DATA SUPPLIED below:
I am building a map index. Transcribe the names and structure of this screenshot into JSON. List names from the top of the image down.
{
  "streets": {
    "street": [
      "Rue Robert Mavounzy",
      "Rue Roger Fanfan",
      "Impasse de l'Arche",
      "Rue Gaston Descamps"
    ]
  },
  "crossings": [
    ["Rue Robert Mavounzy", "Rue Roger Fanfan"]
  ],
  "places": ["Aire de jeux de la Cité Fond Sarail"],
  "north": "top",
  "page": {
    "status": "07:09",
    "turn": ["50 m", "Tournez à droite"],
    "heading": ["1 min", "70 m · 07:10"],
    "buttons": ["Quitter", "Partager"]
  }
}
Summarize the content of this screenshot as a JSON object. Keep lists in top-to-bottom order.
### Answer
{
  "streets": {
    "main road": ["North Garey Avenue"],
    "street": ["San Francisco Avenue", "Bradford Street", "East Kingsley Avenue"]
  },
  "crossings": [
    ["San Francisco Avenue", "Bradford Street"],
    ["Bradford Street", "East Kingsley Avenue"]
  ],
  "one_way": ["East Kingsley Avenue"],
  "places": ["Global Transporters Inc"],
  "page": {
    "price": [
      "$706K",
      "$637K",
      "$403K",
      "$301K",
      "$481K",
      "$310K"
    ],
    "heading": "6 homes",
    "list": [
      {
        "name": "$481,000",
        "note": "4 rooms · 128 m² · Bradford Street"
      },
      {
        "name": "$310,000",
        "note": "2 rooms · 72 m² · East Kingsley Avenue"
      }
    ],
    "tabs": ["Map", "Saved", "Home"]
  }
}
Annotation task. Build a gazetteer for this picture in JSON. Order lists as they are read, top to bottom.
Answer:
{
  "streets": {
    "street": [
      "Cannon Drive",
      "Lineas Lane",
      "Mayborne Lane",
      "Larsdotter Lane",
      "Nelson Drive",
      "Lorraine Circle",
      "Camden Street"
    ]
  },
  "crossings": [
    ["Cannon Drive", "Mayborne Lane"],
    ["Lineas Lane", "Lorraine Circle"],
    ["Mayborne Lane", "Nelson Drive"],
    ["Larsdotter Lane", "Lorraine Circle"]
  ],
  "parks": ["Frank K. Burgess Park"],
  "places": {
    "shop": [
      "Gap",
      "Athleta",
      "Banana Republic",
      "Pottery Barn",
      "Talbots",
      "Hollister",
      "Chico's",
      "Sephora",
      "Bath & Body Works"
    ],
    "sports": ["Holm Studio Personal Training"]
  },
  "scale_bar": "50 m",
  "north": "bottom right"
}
End of DATA SUPPLIED.
**WORK ORDER**:
For this exercise, copy every line of the data that holds "lists".

**EXERCISE OUTPUT**:
Summarize the content of this screenshot as a JSON object. Keep lists in top-to-bottom order.
Annotation task. Build a gazetteer for this picture in JSON. Order lists as they are read, top to bottom.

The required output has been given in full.